The world’s largest corporations keep getting more, well, worldly.
A look at the annual Fortune 500 list of global companies shows the U.S. still dominates the list, with 133 companies, but that number has dropped from 185 just a decade ago. China marches forward with more than 60 companies on the list, compared with 12 in 2001. Even developing countries, such as Brazil, India and Russia, are ramping up manufacturing due to the demand for western-style goods.
That got me thinking about U.S. ag manufacturing. Are we still producing the bulk of ag products (machinery, food, inputs, etc.) within U.S. borders? My research shows the answer is yes … sort of. Consolidation is rocking ag manufacturing just as it has crop and livestock production. The U.S. ag machinery industry includes about 1,100 companies, but the 50 largest companies generate more than 80% of the revenue. More equipment companies are moving manufacturing to the U.S., citing closeness to market. AGCO just unveiled a new tractor assembly plant in Minnesota that will eventually produce 18 models that had previously been built in France.
One bright spot is food manufacturing. Hershey, Kellogg, Campbell Soup and Hormel are in the top tier, with revenues of more than $6 billion each. Meanwhile, U.S.-based DuPont and Monsanto are leading producers of pesticide, seeds and other farming products. Archer Daniels Midland and Cargill, both based in the Midwest, lead the grain processing sector. Ironically, one of the top overall U.S. manufacturers deals in ag waste: Darling International, with sales of $1.8 billion and 3,300 employees, has more than 130 locations in 42 states. The Irving, Texas, company recycles beef, pork and poultry waste.

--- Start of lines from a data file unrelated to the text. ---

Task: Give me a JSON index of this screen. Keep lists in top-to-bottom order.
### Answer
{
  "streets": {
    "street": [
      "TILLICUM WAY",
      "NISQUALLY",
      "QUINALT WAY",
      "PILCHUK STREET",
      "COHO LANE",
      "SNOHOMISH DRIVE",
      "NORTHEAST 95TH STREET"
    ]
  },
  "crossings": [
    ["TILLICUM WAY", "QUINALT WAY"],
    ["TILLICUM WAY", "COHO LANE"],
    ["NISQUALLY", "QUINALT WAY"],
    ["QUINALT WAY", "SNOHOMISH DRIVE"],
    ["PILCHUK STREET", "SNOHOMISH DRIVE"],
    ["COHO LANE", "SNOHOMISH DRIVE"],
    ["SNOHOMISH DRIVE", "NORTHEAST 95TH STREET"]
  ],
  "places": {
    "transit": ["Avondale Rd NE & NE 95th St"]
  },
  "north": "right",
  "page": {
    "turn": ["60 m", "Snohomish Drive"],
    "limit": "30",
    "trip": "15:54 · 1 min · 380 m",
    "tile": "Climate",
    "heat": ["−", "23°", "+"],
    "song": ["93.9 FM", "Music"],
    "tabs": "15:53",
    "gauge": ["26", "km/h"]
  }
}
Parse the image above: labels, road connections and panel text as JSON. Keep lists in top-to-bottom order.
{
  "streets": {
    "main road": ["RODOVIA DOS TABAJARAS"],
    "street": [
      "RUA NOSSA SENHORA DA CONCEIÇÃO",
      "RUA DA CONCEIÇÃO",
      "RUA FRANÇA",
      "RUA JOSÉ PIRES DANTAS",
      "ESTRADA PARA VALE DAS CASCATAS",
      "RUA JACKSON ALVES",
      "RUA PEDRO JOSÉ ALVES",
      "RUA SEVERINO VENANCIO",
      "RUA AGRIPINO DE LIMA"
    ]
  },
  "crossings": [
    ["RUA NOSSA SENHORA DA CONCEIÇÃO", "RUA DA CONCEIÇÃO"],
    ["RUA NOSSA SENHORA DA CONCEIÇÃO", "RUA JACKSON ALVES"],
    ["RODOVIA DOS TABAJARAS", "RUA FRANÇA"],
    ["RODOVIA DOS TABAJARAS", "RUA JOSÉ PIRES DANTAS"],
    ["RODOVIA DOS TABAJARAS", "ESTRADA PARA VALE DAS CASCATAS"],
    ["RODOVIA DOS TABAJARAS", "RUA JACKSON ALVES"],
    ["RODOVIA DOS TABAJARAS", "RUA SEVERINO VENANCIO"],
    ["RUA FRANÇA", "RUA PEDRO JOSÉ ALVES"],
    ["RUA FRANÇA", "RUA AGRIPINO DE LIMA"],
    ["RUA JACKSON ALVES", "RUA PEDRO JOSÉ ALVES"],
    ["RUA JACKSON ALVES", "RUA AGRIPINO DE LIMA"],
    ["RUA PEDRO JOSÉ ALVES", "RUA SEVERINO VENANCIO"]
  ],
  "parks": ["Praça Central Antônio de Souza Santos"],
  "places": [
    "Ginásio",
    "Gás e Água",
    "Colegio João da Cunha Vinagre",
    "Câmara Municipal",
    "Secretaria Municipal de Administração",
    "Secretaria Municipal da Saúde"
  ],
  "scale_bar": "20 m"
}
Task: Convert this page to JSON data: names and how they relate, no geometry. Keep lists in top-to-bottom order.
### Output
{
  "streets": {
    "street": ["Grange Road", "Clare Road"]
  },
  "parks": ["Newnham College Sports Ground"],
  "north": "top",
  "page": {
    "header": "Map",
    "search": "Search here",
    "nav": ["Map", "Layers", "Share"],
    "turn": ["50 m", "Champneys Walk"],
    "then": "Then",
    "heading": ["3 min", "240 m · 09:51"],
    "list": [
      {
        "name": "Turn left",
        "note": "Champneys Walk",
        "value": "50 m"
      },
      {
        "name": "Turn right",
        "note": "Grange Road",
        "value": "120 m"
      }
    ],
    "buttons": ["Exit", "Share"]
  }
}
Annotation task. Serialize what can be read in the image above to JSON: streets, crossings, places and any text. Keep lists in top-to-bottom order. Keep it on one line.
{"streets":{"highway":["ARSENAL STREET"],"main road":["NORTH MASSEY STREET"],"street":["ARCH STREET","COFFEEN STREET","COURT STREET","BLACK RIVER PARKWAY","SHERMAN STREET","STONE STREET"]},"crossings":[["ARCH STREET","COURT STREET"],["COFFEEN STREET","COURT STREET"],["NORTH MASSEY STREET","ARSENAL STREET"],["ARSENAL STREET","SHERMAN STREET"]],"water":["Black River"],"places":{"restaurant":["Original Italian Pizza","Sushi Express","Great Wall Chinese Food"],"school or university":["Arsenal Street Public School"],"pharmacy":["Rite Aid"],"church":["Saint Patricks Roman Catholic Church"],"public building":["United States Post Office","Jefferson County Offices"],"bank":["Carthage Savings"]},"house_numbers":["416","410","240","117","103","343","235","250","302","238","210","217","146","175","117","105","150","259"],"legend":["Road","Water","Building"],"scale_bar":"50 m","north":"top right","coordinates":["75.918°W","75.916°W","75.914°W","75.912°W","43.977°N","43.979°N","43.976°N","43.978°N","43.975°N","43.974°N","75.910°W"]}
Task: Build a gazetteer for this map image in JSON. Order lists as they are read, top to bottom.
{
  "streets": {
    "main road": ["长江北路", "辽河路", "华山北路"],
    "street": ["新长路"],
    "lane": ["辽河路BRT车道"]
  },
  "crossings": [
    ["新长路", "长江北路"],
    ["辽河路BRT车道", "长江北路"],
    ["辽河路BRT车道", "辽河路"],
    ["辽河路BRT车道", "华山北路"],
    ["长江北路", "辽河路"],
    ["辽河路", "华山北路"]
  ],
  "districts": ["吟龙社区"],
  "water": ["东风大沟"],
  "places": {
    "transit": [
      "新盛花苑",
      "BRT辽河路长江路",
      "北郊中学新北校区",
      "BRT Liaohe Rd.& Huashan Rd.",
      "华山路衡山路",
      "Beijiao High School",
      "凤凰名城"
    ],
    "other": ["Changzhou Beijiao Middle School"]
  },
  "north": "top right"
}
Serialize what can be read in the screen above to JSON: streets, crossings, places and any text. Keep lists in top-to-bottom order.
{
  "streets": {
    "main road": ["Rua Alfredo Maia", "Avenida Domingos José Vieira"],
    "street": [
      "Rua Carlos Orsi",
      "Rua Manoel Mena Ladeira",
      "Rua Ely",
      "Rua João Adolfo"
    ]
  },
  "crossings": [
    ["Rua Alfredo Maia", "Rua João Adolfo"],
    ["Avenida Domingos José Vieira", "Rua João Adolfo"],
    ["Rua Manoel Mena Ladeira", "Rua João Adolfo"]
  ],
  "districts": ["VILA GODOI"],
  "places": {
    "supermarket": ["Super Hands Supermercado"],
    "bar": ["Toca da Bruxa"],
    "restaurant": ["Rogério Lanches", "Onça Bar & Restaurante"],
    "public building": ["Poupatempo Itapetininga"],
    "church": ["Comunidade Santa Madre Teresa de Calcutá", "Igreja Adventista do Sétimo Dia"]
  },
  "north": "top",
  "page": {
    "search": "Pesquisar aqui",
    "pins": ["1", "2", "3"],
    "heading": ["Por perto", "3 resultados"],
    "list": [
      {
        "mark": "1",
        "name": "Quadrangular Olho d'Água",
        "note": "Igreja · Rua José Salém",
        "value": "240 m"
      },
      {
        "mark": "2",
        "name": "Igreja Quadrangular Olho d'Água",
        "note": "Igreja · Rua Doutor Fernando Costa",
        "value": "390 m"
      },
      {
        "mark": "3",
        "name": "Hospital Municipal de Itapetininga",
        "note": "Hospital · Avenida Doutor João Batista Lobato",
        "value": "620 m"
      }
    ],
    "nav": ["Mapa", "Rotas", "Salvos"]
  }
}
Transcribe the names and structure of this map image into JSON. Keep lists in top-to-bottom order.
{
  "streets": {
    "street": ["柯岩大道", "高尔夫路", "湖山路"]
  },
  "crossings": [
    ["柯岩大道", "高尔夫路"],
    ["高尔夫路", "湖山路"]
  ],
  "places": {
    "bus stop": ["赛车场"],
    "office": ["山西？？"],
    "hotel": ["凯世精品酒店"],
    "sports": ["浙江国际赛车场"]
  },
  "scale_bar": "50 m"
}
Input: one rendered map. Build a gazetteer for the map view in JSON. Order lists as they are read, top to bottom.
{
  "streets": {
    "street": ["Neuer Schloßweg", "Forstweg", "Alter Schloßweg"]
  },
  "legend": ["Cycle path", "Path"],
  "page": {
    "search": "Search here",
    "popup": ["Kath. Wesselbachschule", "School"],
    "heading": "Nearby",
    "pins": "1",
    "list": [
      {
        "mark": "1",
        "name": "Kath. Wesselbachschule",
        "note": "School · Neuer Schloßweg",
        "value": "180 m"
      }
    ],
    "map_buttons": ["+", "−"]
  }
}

Reshore Our Work. It seems America still leads in dirty work, but there is more that could be done to bring back manufac-turing. There is a new business buzzword, "reshoring," which means bringing back work, parts or tools that will end up being used in North America. Too often, manufacturers decide to offshore manufacturing because the freight-on-board costs are lower for work done overseas. Reshoring, however, factors in the costs of regulatory compliance, intellectual property loss, travel to overseas vendors, the potential for quality loss, foreign wage inflation and the need to carry extra inventory as a cushion against late or damaged shipments. Count all that together, and often an economic case can be made to reshore that work in the U.S.
America used to be known for making and selling products all over the world stamped with three proud words: "Made in America." We need to bring that work—and pride—back. The push for reshoring is an encouraging development.